TORONTO — Symptoms of acute myeloid leukemia tend to arise quite suddenly, but scientists have discovered signs of this aggressive, deadly form of blood cancer can be present many years earlier — providing hope for a treatment that could stop the disease from ever occurring.
A team of Canadian and international researchers has discovered a way of predicting if healthy individuals risk developing acute myeloid leukemia, or AML, up to a decade before its onset.
The findings, published Monday in the journal Nature, answer the question of where, when and how the disease begins, said John Dick, a senior scientist at Princess Margaret Cancer Centre in Toronto and a co-principal author of the study.
“We have been able to identify people in the general population who have traces of mutations in their blood that represent the first steps in how normal blood cells begin on a pathway of becoming increasingly abnormal and puts them at risk of progressing to AML,” said Dick.
AML, the most common type of leukemia in adults, begins in stem cells within the bone marrow that have picked up a genetic mutation. It causes them to produce immature white blood cells called myeloblasts. Over time, these dysfunctional cells take over and crowd out healthy cells, resulting in leukemia.

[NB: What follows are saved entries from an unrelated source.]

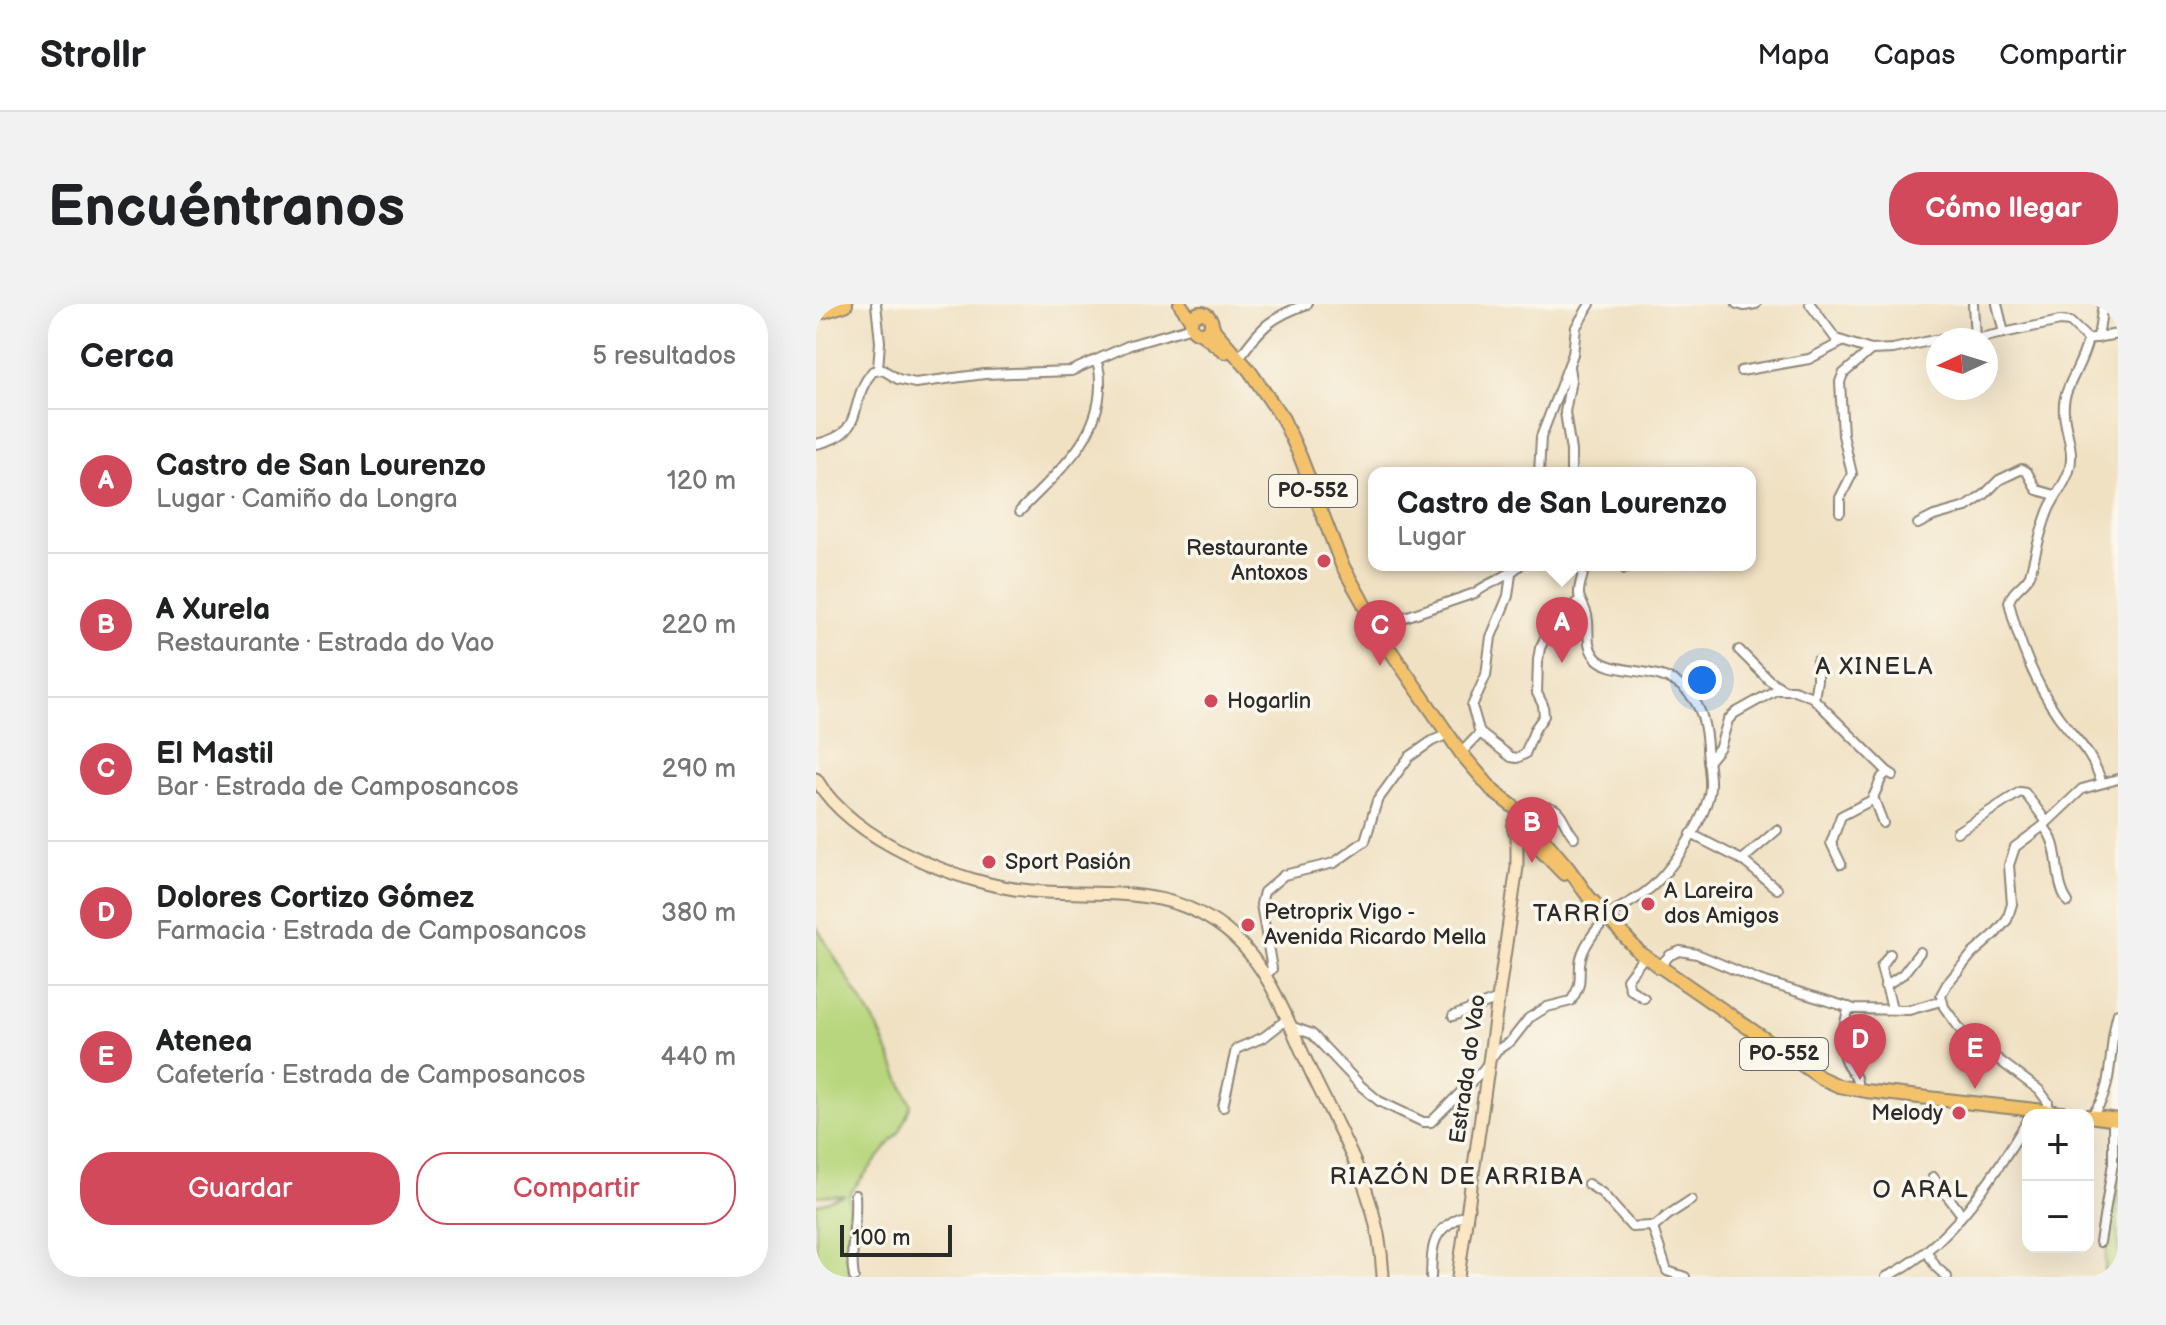 <!DOCTYPE html>
<html lang="es">
<meta charset="utf-8">
<style>
:root{--surface:#fff;--page:#f2f2f2;--text:#202124;--muted:#757577;--line:#e0e0e0;--accent:#d1495b}
body{margin:0;font-family:"Balsamiq Sans",sans-serif;background:var(--page);color:var(--text)}
.controls{position:absolute;right:24px;bottom:24px;display:grid;overflow:hidden;border-radius:16px;box-shadow:0 8px 32px #0002}
.controls button{width:72px;height:72px;display:grid;place-items:center;padding:0;border:0;border-bottom:2px solid var(--line);background:var(--surface);color:var(--text);font:40px sans-serif}
.compass{position:absolute;left:1110px;top:24px;width:72px;height:72px;border-radius:50%;background:var(--surface);box-shadow:0 8px 32px #0002;rotate:266deg}
.scale{position:absolute;left:24px;bottom:20px;width:112px;box-sizing:border-box;padding-left:8px;border:4px solid #2b2b2b;border-top:0;font-size:22px;line-height:28px;white-space:nowrap;color:#2b2b2b;-webkit-text-stroke:6px #fbf7ec;paint-order:stroke}
.you{position:absolute;left:886px;top:376px;width:28px;height:28px;margin:-20px;border:6px solid #fff;border-radius:50%;background:#1a73e8;box-shadow:0 0 0 12px #1a73e833}
.badge{display:grid;place-items:center;width:52px;height:52px;border-radius:50%;background:var(--accent);color:#fff;font-size:26px;font-weight:700}
.pin{position:absolute;translate:-50% -66px;filter:drop-shadow(0 2px 4px #0008)}
.pin::after{content:'';position:absolute;top:42px;width:28px;height:24px;background:inherit;clip-path:polygon(0 0,100% 0,50% 100%)}
.popup{position:absolute;left:552px;top:163px;width:388px;height:104px;box-sizing:border-box;display:grid;place-content:center;border-radius:16px;background:var(--surface);filter:drop-shadow(0 2px 6px #0005);font-size:26px;white-space:nowrap;color:var(--muted)}
.popup b{font-size:30px;color:var(--text)}
.popup::after{content:'';position:absolute;left:50%;top:100%;margin-left:-16px;border:16px solid transparent;border-top-color:var(--surface)}
.list{margin:0;padding:0;list-style:none}
h2{display:flex;justify-content:space-between;align-items:center;height:104px;margin:0;padding:0 32px;font-size:34px}
h2 small{font-size:26px;font-weight:400;color:var(--muted)}
.list li{display:grid;grid-template-columns:52px 1fr auto;gap:24px;align-items:center;box-sizing:border-box;height:144px;padding:0 32px;border-top:2px solid var(--line)}
.list b{display:block;font-size:30px;white-space:nowrap}
.list p{margin:0;font-size:26px;white-space:nowrap;color:var(--muted)}
.list em{font-size:26px;font-style:normal;color:var(--muted)}
.actions{display:flex;gap:16px;padding:24px 32px}
.actions a{flex:1;padding:18px 0;border:2px solid var(--accent);border-radius:32px;text-align:center;font-size:28px;color:var(--accent)}
.actions .main{background:var(--accent);color:#fff}
.map{position:relative;flex:none;width:1302px;height:973px;overflow:hidden;border-radius:32px}
header{display:flex;align-items:center;gap:48px;box-sizing:border-box;height:112px;padding:0 40px;background:var(--surface);border-bottom:2px solid var(--line)}
header strong{font-size:38px}
nav{display:flex;gap:44px;margin-inline-start:auto;font-size:28px}
.intro{display:flex;align-items:center;justify-content:space-between;box-sizing:border-box;height:192px;padding:0 48px}
h1{margin:0;font-size:56px}
.button{padding:20px 36px;border-radius:32px;background:var(--accent);color:#fff;font-size:28px;font-weight:700}
main{display:flex;gap:48px;padding:0 48px}
aside{flex:1;background:var(--surface);border-radius:32px;box-shadow:0 8px 32px #0002}
.map>svg:first-child{display:block}
</style>
<header>
<strong>Strollr</strong>
<nav><a>Mapa</a><a>Capas</a><a>Compartir</a></nav>
</header>
<div class="intro"><h1>Encuéntranos</h1><a class="button">Cómo llegar</a></div>
<main>
<aside>
<h2>Cerca<small>5 resultados</small></h2>
<ul class="list">
<li><span class="badge">A</span><div><b>Castro de San Lourenzo</b><p>Lugar · Camiño da Longra</p></div><em>120 m</em></li>
<li><span class="badge">B</span><div><b>A Xurela</b><p>Restaurante · Estrada do Vao</p></div><em>220 m</em></li>
<li><span class="badge">C</span><div><b>El Mastil</b><p>Bar · Estrada de Camposancos</p></div><em>290 m</em></li>
<li><span class="badge">D</span><div><b>Dolores Cortizo Gómez</b><p>Farmacia · Estrada de Camposancos</p></div><em>380 m</em></li>
<li><span class="badge">E</span><div><b>Atenea</b><p>Cafetería · Estrada de Camposancos</p></div><em>440 m</em></li>
</ul>
<div class="actions"><a class="main">Guardar</a><a>Compartir</a></div>
</aside>
<div class="map">
<svg width="1302" height="973" viewBox="0 0 1302 973">
<rect width="100%" height="100%" fill="#fbf7ec"/>
<filter id="ink" filterUnits="userSpaceOnUse"><feTurbulence type="fractalNoise" baseFrequency=".0125" numOctaves="2"/><feDisplacementMap in="SourceGraphic" scale="16" xChannelSelector="R" yChannelSelector="G"/><feConvolveMatrix kernelMatrix="1 2 1 2 8 2 1 2 1" color-interpolation-filters="sRGB"/></filter>
<filter id="wash" filterUnits="userSpaceOnUse"><feTurbulence type="fractalNoise" baseFrequency=".006" numOctaves="4" result="noise"/><feDisplacementMap in="SourceGraphic" scale="32" xChannelSelector="R" yChannelSelector="G"/><feGaussianBlur stdDeviation="1.8" result="paint"/><feColorMatrix in="noise" values="0 0 0 0 0 0 0 0 0 0 0 0 0 0 0 0 0 1.4 0 .05"/><feComposite in="paint" operator="in"/></filter>
<g filter="url(#wash)">
<rect width="100%" height="100%" fill="#f0e1c3"/>
<g fill="#b8d67d" stroke="#728054" stroke-width="2">
<path d="M 0,622 L 62,724 L 95,801 L 84,827 L 33,890 L 32,956 L 35,973 L 0,973 L 0,901 L 29,891 L 0,892 Z"/>
<path d="M 1297,872 L 1302,873 L 1302,971 L 1288,971 Z"/>
</g>
</g>
<g filter="url(#ink)">
<g fill="none" stroke-linecap="round" stroke-linejoin="round">
<defs>
<g id="street">
<path d="M 60,0 L 64,38 L 62,65"/>
<path d="M 921,0 L 928,2 L 940,0"/>
<path d="M 994,0 L 1020,35 L 1055,46 L 1077,45 L 1118,36 L 1159,35 L 1244,17 L 1254,18 L 1272,35 L 1302,30"/>
<path d="M 1157,0 L 1159,35"/>
<path d="M 1181,0 L 1188,29"/>
<path d="M 1282,34 L 1287,0"/>
<path d="M 1272,35 C 1267,58 1255,73 1249,93 C 1243,118 1261,142 1253,167 C 1249,180 1239,192 1233,205 C 1224,227 1220,248 1214,271 C 1209,281 1196,286 1193,298 C 1202,337 1219,379 1242,412 C 1262,439 1274,445 1286,479"/>
<path d="M 423,54 C 445,23 455,13 491,0"/>
<path d="M 753,63 L 755,76 L 749,108 L 755,147 L 755,169"/>
<path d="M 925,67 L 993,55 L 1026,38"/>
<path d="M 0,140 C 53,129 30,98 57,67 L 67,66 L 82,75 L 99,79 L 169,70 L 255,67 L 314,41 L 376,23"/>
<path d="M 723,169 L 725,133 L 757,50 L 760,23 L 774,0"/>
<path d="M 204,207 C 239,170 283,137 284,82 C 284,72 284,65 280,57"/>
<path d="M 1024,208 L 1024,194 L 1036,170 L 1027,131 L 1024,78 L 1027,70 L 1055,46"/>
<path d="M 1102,220 L 1118,212 L 1150,203 L 1168,191 L 1183,176 L 1206,165 L 1211,168 L 1221,186 L 1239,191"/>
<path d="M 769,261 C 768,271 762,281 763,291 C 764,297 768,302 770,308 C 776,324 767,339 780,354 C 795,371 841,362 865,382 C 885,398 889,417 891,442 C 891,456 895,470 894,484 C 891,513 860,559 840,579 C 826,593 806,603 789,612"/>
<path d="M 808,261 L 809,265"/>
<path d="M 695,270 L 692,292 L 675,333 L 670,371 L 656,402 L 664,429 L 695,453 L 701,454 L 709,450 L 719,425 L 728,412 L 727,401 L 721,389 L 722,356 L 724,344 L 744,305 L 755,303 L 764,296"/>
<path d="M 560,323 L 659,289 C 673,278 691,274 704,261"/>
<path d="M 923,346 L 953,376 L 967,385"/>
<path d="M 998,395 L 1001,376 L 1001,357"/>
<path d="M 645,449 L 664,429"/>
<path d="M 892,458 L 904,443 L 912,416 L 919,409 L 960,386 L 978,386 L 996,393 L 1072,468 L 1077,471"/>
<path d="M 1057,493 L 1067,519"/>
<path d="M 714,515 L 725,504 C 747,499 746,520 758,533"/>
<path d="M 1227,522 C 1247,542 1236,575 1252,598"/>
<path d="M 1141,528 L 1204,488 L 1209,489 L 1230,517"/>
<path d="M 875,530 L 926,556 L 961,585"/>
<path d="M 926,556 L 961,526"/>
<path d="M 1025,560 L 1015,539 L 1025,512 L 1056,496 L 1066,473 L 1072,468"/>
<path d="M 1074,650 L 1065,663 L 1076,704"/>
<path d="M 842,664 L 854,651 L 864,647 L 881,650 L 943,676 L 1038,705 L 1093,706 L 1125,697"/>
<path d="M 449,672 L 456,665 L 445,600 L 448,588 L 468,571 L 518,559 L 549,537 L 561,497 L 593,453 L 616,437 L 630,431"/>
<path d="M 1069,682 L 1087,670 L 1104,648"/>
<path d="M 828,694 L 814,685 L 811,675 L 828,653"/>
<path d="M 1033,703 C 1028,722 1021,744 1032,762 C 1036,769 1040,770 1041,778"/>
<path d="M 637,712 L 677,697 L 682,698"/>
<path d="M 474,722 L 496,730 L 545,782 L 563,797 L 607,818 L 615,818 L 667,766 L 681,746 L 695,737 L 713,714 L 731,703 L 755,697 C 766,679 763,679 764,660 C 765,645 780,624 791,615"/>
<path d="M 407,803 L 420,745 L 448,733 L 470,716"/>
<path d="M 1232,807 L 1232,798 L 1223,786 L 1147,729 L 1128,703 L 1125,691 L 1131,680 L 1156,650 L 1178,631 L 1191,616 L 1196,600 L 1193,561 L 1199,543 L 1227,522 L 1266,485 L 1302,475"/>
<path d="M 1275,812 C 1300,785 1291,743 1302,709"/>
<path d="M 1117,873 L 1146,911"/>
<path d="M 772,880 L 786,889 L 816,923 L 835,922 L 837,924 L 851,967 L 869,973"/>
<path d="M 837,924 L 852,911 L 875,896"/>
<path d="M 1284,938 L 1297,859 L 1297,815"/>
<path d="M 1111,948 L 1120,963 L 1131,973"/>
<path d="M 38,973 C 33,947 41,918 39,891"/>
<path d="M 615,973 C 616,952 614,932 633,920 C 640,915 643,912 651,912"/>
<path d="M 1070,973 C 1134,943 1176,874 1212,816"/>
</g>
<g id="secondary">
<path d="M 0,475 C 36,537 146,581 215,587 C 289,593 356,578 417,632 C 457,668 475,727 498,774 C 531,842 564,895 567,973"/>
<path d="M 642,973 L 701,563 L 701,529"/>
</g>
<g id="primary">
<path d="M 364,0 L 375,16"/>
<circle cx="385" cy="19" r="10"/>
<path d="M 395,16 L 398,26 L 433,66 L 467,115 L 484,152 L 526,261 L 572,343 L 645,449 L 678,488 L 711,513"/>
<path d="M 384,29 L 409,48"/>
<path d="M 550,307 L 549,328 L 569,341"/>
<circle cx="708" cy="523" r="10"/>
<path d="M 718,524 L 752,564 L 772,592 L 823,648 L 1005,774 L 1023,782 L 1050,787 L 1264,811"/>
<path d="M 711,532 L 748,570"/>
<path d="M 1272,812 L 1302,816"/>
</g>
<path id="highway" d="M 0,9 L 29,0"/>
</defs>
<use href="#street" stroke="#8e8677" stroke-width="12"/>
<use href="#secondary" stroke="#8e8677" stroke-width="15"/>
<use href="#primary" stroke="#8e8677" stroke-width="16"/>
<use href="#highway" stroke="#8e8677" stroke-width="18"/>
<use href="#street" stroke="#fff" stroke-width="8"/>
<use href="#secondary" stroke="#fbe7c3" stroke-width="11"/>
<use href="#primary" stroke="#f4c26a" stroke-width="12"/>
<use href="#highway" stroke="#f4c26a" stroke-width="14"/>
</g>
</g>
<g fill="#d1495b" stroke="#fbf7ec" stroke-width="3">
<circle cx="508" cy="257" r="8"/>
<circle cx="395" cy="397" r="8"/>
<circle cx="173" cy="558" r="8"/>
<circle cx="832" cy="600" r="8"/>
<circle cx="432" cy="621" r="8"/>
<circle cx="1143" cy="809" r="8"/>
</g>
<g text-anchor="middle" dominant-baseline="central" stroke-width="7" stroke-linejoin="round" paint-order="stroke">
<g fill="#fbf7ec" stroke="#696865" stroke-width="2">
<rect x="453" y="171" width="88" height="32" rx="6"/>
<rect x="924" y="734" width="88" height="32" rx="6"/>
</g>
<g font-size="20" font-weight="bold" fill="#2b2b2b">
<text x="497" y="187">PO-552</text>
<text x="968" y="750">PO-552</text>
</g>
<g font-size="22" fill="#2b2b2b" stroke="#fbf7ec" text-anchor="start">
<text x="492" y="244" text-anchor="end">Restaurante<tspan x="492" dy="25">Antoxos</tspan></text>
<text x="411" y="397">Hogarlin</text>
<text x="189" y="558">Sport Pasión</text>
<text x="848" y="587">A Lareira<tspan x="848" dy="25">dos Amigos</tspan></text>
<text x="448" y="608">Petroprix Vigo -<tspan x="448" dy="25">Avenida Ricardo Mella</tspan></text>
<text x="1127" y="809" text-anchor="end">Melody</text>
</g>
<g font-size="22" fill="#2b2b2b" stroke="#fbf7ec">
<text transform="translate(652 765) rotate(-82)">Estrada do Vao</text>
</g>
<g font-size="24" letter-spacing="2" fill="#2b2b2b" stroke="#fbf7ec">
<text x="1059" y="362">A XINELA</text>
<text x="766" y="609">TARRÍO</text>
<text x="641" y="872">RIAZÓN DE ARRIBA</text>
<text x="1105" y="885">O ARAL</text>
</g>
</g>
</svg>
<div class="controls">
<button>+</button>
<button>−</button>
</div>
<svg class="compass" viewBox="-18 -18 36 36"><path d="M0-13l5 13h-10z" fill="#e53935"/><path d="M0 13l5-13h-10z" fill="#757577"/></svg>
<div class="scale">100 m</div>
<div class="you"></div>
<div class="pin badge" style="left:746px;top:359px">A</div>
<div class="popup"><b>Castro de San Lourenzo</b>Lugar</div>
<div class="pin badge" style="left:716px;top:559px">B</div>
<div class="pin badge" style="left:564px;top:362px">C</div>
<div class="pin badge" style="left:1044px;top:776px">D</div>
<div class="pin badge" style="left:1159px;top:785px">E</div>
</div>
</main>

Symptoms include fever, bone pain, fatigue, shortness of breath, frequent infections, bruising and unusual bleeding, such as recurring nosebleeds and bleeding from the gums.
More than 1,300 Canadians develop AML each year, according to 2013 estimates from the Canadian Cancer Society. Almost 1,050 died of the disease that same year.
Men are more likely than women to develop this kind of leukemia. Risk increases with age, with the blood cancer occurring most commonly in adults age 65 and older.
“AML is a devastating disease diagnosed too late, with a 90 per cent mortality rate after the age of 65,” said co-author Sagi Abelson, a post-doctoral fellow in Dick’s lab.
The current study builds on Dick’s 2014 discovery that a pre-leukemic stem cell could be found lurking amongst all the leukemia cells present in a blood sample taken when a person is first diagnosed with AML. The pre-leukemic stem cell still functions normally but has taken the first step in generating cells that became increasingly abnormal.
“So what we had done was we had captured pre-leukemia, we had captured the idea that there is a stem cell that has picked up a mutation and it can sit there presumably for some period of time and start to take over the blood before you actually get leukemia,” Dick explained in an interview.
“It predicted that if we sampled the general population, we might be able to find individuals who are at risk for developing leukemia long before they actually have leukemia,” he said.
To conduct the study, the scientists turned to a European research project that had enrolled 550,000 people and followed them for about 20 years, looking for health and lifestyle factors that might be associated with the development of different types of cancer.
Dick and his colleagues looked at data from about 100 participants who had developed AML six to 10 years after enrolment in the European study, comparing their information with 400 aged-matched subjects who did not develop the disease.
Using a specialized gene-sequencing tool they had developed, the team analyzed all 500 participants’ blood samples looking for the most common genes known to be altered in AML.
They found the blood system had begun picking up mutations years before a diagnosis of leukemia, a finding that enabled the team to predict with “very high accuracy” who had been at risk of developing the disease.
“What the data show is the disease has had a long evolution and our normal stem cells are the reservoir in which this evolution happens,” said Dick. “This is giving us huge insight into the mechanism of how leukemia develops from within a normal stem cell and the pathway that it takes.”
He said using the predictive test in the general population would offer a “remarkable opportunity” to pinpoint those at high risk of developing acute myeloid leukemia, giving researchers a 10-year window to possibly intervene.
“Maybe we can block these pre-leukemic stem cells from progressing,” Dick suggested, noting that there are drugs that target some genes implicated in AML.
“We might want to consider clinical trials where we put people on … (such) drugs, not to kill pre-leukemic stem cells but to prevent them from progressing,” he said.
“So it’s an opportunity not for curing people, but actually preventing the disease.”